* **WORK TO BE COMPLETED**:
Lines in the material below that include "buttons" need to be tallied; give the total alone.

* **GIVEN DATA**:
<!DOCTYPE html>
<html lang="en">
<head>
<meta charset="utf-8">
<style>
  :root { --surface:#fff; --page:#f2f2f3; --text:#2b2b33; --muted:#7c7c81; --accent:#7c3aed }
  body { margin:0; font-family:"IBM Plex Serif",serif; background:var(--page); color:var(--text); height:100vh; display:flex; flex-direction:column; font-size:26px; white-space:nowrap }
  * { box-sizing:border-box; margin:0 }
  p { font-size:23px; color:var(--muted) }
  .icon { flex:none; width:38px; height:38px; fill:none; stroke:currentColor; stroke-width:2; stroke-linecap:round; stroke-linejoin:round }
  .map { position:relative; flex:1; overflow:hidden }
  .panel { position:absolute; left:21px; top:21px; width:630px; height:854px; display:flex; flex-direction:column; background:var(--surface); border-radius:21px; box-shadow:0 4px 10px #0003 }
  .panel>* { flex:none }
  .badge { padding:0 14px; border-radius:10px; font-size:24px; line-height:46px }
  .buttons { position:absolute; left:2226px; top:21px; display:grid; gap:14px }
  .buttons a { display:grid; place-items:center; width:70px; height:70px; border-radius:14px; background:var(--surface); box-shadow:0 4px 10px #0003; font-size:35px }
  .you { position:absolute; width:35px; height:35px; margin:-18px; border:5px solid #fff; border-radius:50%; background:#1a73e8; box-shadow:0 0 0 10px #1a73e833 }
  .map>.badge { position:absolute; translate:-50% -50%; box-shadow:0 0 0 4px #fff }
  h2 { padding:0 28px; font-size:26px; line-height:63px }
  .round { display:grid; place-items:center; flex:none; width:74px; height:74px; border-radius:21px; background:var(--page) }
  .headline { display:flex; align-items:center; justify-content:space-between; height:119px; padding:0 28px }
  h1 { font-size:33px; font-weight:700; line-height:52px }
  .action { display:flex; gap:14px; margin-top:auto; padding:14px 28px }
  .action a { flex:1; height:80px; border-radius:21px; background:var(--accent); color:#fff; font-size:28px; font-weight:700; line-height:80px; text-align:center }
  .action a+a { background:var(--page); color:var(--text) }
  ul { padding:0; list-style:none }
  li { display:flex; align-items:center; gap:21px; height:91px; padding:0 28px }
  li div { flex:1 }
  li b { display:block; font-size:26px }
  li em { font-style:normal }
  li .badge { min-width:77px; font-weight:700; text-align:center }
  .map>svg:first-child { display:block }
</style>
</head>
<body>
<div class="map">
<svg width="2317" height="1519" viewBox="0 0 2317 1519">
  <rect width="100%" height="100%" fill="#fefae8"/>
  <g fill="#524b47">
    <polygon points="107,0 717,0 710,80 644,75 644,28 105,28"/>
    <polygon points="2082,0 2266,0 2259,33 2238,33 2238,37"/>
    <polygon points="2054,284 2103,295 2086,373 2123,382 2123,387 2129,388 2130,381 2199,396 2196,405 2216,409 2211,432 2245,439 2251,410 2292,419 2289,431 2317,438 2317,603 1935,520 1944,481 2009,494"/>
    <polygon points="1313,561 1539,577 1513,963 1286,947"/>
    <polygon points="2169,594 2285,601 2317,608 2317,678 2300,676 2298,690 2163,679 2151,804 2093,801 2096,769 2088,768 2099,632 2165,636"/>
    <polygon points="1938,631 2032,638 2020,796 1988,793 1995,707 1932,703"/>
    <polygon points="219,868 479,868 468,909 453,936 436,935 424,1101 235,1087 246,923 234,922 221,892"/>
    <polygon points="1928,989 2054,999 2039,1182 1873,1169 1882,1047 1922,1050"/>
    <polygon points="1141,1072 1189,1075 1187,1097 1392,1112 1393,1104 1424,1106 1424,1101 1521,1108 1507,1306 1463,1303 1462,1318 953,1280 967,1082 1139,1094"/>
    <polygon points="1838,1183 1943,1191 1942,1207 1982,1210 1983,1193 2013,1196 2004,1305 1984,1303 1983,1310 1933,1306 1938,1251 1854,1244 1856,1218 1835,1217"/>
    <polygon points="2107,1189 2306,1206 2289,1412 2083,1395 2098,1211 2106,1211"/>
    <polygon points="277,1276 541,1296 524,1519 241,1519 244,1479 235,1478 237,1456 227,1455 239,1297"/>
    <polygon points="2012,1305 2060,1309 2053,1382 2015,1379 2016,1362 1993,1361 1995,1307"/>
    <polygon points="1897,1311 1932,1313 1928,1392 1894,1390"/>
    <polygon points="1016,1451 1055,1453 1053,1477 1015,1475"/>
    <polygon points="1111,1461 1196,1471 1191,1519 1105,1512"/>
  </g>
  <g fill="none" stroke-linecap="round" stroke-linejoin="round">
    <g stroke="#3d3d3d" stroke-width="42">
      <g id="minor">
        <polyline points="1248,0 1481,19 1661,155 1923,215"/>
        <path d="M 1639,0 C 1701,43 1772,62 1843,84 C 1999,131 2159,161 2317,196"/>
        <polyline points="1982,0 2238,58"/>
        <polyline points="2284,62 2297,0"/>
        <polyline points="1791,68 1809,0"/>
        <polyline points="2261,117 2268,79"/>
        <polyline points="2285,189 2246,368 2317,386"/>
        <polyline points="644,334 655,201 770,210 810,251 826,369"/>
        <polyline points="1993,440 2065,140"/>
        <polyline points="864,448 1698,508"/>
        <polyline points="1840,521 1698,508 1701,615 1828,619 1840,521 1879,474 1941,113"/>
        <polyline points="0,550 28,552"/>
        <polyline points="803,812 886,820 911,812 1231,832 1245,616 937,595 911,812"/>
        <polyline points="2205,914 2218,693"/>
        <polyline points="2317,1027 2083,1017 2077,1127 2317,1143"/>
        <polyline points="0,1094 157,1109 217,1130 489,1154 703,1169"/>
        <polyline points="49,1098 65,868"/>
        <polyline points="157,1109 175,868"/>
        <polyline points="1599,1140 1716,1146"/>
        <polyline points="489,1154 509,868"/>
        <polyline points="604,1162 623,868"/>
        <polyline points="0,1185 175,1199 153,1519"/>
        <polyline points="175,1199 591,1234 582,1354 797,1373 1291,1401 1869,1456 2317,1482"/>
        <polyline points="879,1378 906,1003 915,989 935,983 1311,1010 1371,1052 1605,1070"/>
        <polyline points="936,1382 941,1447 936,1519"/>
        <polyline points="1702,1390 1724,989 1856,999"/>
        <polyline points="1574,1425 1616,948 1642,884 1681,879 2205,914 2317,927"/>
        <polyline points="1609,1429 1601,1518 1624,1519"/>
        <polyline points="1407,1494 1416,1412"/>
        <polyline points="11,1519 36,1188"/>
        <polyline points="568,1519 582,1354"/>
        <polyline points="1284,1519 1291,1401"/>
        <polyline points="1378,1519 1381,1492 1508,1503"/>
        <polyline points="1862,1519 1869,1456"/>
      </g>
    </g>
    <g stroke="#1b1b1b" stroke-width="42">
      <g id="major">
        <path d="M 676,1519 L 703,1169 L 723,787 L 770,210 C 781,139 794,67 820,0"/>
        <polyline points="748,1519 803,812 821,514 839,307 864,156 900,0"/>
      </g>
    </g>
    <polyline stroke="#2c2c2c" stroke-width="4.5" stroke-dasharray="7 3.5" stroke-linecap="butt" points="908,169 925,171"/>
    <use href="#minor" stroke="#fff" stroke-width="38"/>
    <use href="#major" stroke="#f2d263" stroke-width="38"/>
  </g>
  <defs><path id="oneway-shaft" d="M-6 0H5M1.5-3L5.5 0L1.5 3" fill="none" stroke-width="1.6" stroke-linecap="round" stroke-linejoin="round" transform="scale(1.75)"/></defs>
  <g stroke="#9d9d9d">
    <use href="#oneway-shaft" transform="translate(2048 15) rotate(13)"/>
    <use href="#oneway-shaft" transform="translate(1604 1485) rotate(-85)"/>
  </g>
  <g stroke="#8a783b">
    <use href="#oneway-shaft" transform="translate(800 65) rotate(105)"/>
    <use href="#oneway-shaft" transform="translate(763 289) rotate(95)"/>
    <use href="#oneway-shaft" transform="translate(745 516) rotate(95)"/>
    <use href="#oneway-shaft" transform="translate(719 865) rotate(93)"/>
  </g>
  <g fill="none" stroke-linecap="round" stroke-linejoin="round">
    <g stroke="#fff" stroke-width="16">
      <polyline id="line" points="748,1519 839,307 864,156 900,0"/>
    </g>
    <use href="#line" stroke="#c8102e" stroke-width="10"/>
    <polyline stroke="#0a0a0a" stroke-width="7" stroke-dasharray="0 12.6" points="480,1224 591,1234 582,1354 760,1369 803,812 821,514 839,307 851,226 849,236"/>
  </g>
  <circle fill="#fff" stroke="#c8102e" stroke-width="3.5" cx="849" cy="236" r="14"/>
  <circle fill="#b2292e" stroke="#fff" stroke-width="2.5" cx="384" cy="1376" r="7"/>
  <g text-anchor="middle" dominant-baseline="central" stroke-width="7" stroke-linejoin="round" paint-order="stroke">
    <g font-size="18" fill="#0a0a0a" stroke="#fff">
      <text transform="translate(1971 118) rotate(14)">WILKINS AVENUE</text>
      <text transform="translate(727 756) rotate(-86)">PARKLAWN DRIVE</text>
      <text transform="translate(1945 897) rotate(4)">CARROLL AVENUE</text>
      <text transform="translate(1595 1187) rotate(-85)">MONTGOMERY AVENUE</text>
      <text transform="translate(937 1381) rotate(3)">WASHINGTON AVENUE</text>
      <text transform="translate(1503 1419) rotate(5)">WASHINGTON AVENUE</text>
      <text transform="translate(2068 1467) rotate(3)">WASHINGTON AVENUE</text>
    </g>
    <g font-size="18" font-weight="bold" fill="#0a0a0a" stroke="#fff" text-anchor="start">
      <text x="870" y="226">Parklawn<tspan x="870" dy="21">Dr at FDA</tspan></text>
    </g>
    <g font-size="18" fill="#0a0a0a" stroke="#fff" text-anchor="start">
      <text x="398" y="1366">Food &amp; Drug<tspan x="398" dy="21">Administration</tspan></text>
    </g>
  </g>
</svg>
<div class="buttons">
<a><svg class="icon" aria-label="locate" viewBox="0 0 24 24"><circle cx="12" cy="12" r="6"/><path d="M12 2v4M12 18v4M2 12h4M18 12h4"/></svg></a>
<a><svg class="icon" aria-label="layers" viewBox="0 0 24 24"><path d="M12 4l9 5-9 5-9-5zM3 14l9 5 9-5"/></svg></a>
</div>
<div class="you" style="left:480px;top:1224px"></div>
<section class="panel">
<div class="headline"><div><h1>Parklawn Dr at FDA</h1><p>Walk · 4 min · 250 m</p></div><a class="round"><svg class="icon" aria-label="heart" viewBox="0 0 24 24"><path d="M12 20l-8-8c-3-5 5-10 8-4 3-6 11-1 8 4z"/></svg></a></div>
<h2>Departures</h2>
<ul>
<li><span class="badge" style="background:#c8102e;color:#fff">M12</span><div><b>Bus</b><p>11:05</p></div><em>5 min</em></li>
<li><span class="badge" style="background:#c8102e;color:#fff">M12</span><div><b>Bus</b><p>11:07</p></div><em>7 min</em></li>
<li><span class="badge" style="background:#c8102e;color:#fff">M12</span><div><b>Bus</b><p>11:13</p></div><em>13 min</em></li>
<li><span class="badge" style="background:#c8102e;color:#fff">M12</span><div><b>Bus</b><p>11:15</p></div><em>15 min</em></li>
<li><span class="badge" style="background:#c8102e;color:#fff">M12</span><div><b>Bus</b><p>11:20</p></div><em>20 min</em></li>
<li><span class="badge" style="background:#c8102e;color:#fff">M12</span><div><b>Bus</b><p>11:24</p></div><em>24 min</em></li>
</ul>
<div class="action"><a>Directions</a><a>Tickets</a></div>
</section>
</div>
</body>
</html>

* **SOLUTION BELOW**:
3